A couple months back I saw Big Red on the branch outside my window, where, thankfully, the sparrow no longer is perched. Despite Red’s prodigious size, he slowly traversed the seemingly too-thin branch, sure of himself as an old Walenda.
Then a while back, Anne and I realized that we hadn’t seen old Red in a while. We speculated about what might’ve become of him.
“They cut down a tree a couple yards up the other day. Maybe that was Red’s home. Maybe they had to relocate,” I said to Anne, as I watched a group of smaller, less-colorful squirrels munch on birdseed in the yard.
“I think there was a power struggle between the different groups of squirrels,” she said.
We both hoped aloud that Red hadn’t met his end.
Forgive me for what some of you may think is my indulgence—I have not bored you with the details of life in the trees outside my window before. But it appears that over the past few years, I may have bored readers with the seemingly trivial aspects of my daily life. I am reminded of this because of something a friend said a while back.
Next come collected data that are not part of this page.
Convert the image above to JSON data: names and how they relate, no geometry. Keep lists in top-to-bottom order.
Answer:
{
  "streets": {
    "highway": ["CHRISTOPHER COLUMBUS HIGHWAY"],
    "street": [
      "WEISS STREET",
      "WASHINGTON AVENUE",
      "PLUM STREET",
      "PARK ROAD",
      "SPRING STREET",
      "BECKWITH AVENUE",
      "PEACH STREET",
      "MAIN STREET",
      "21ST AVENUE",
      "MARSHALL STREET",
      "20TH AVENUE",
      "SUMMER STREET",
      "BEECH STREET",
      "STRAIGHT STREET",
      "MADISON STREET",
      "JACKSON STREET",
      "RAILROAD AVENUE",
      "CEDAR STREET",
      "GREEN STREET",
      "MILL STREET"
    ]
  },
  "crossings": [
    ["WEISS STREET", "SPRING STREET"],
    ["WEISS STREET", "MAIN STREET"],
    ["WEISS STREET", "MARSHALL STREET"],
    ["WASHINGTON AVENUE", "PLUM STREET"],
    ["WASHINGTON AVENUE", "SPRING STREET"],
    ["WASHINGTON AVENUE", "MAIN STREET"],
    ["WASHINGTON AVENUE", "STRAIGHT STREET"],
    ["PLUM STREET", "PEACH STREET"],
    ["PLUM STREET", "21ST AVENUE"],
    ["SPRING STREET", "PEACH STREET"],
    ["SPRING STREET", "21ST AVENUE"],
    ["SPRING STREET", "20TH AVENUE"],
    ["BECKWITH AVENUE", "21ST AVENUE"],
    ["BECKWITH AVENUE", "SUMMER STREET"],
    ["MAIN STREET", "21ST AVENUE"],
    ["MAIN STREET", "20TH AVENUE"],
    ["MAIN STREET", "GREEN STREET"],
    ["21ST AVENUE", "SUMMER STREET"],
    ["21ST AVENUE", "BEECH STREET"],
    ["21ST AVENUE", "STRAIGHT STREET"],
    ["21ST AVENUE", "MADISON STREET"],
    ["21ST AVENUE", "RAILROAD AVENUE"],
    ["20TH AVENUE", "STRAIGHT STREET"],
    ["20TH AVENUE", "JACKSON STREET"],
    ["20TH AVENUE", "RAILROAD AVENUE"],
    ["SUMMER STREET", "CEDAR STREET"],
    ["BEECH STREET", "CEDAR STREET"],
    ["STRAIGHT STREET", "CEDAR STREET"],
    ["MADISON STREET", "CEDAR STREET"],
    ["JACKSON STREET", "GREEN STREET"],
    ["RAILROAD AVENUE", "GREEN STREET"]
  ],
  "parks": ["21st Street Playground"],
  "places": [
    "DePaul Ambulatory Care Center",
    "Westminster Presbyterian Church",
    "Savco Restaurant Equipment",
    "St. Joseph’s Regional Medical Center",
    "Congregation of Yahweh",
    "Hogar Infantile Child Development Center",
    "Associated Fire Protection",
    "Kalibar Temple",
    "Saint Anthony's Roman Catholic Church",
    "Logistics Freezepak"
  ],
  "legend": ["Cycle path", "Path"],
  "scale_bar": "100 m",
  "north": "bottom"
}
While Hilary Masters was introducing me to a group of folks at CMU before my reading a while back, my old professor said something telling that it took me a while to understand.
“He covers the ground he stands on,” Hilary said.
While he was introducing me I was flushed with embarrassment at being spoken of so kindly. Then later, after I wrote a piece that reflected back on my CMU reading, I sent him the piece for his reaction.
“You cover the ground you stand on,” he wrote.
I wrote back that it reminds me of something my grandpa used to say to me. When I did something well, or understood something, old ham-fisted Grampa would say: “You’re a man amongst men, lad.”
At first I was a little uncomfortable with Hilary’s way of describing my writing, which is probably why I made that wisecrack about Gramp. The phrase “covers the ground he stands on” reminded me of my old feelings about my weight. The ground I stand on and then some, I thought to myself. I cast a long, fat shadow, I thought.
I was a chunky kid growing up, and some of my siblings teased me mercilessly for it. I’m now a beefy adult, with a lot of the same insecurities that I had when I was young. So the phrase the ground he stands on just made me think of my girth, and I had to get used to it.
The more I consider the phrase, the more I think what Hilary said is exactly right. I do try to “cover” wherever I am. Maybe it’s an obsessive-compulsive need to report, but I’ve found stories all over. On vacation, I’ve reported on deaths at the beach and also international relations. In Seattle, I covered my own terribly draining “Terminal” experience. In the back yard, I report on the plants and animals. And from my desk, I provide eyewitness accounts of life out on a limb.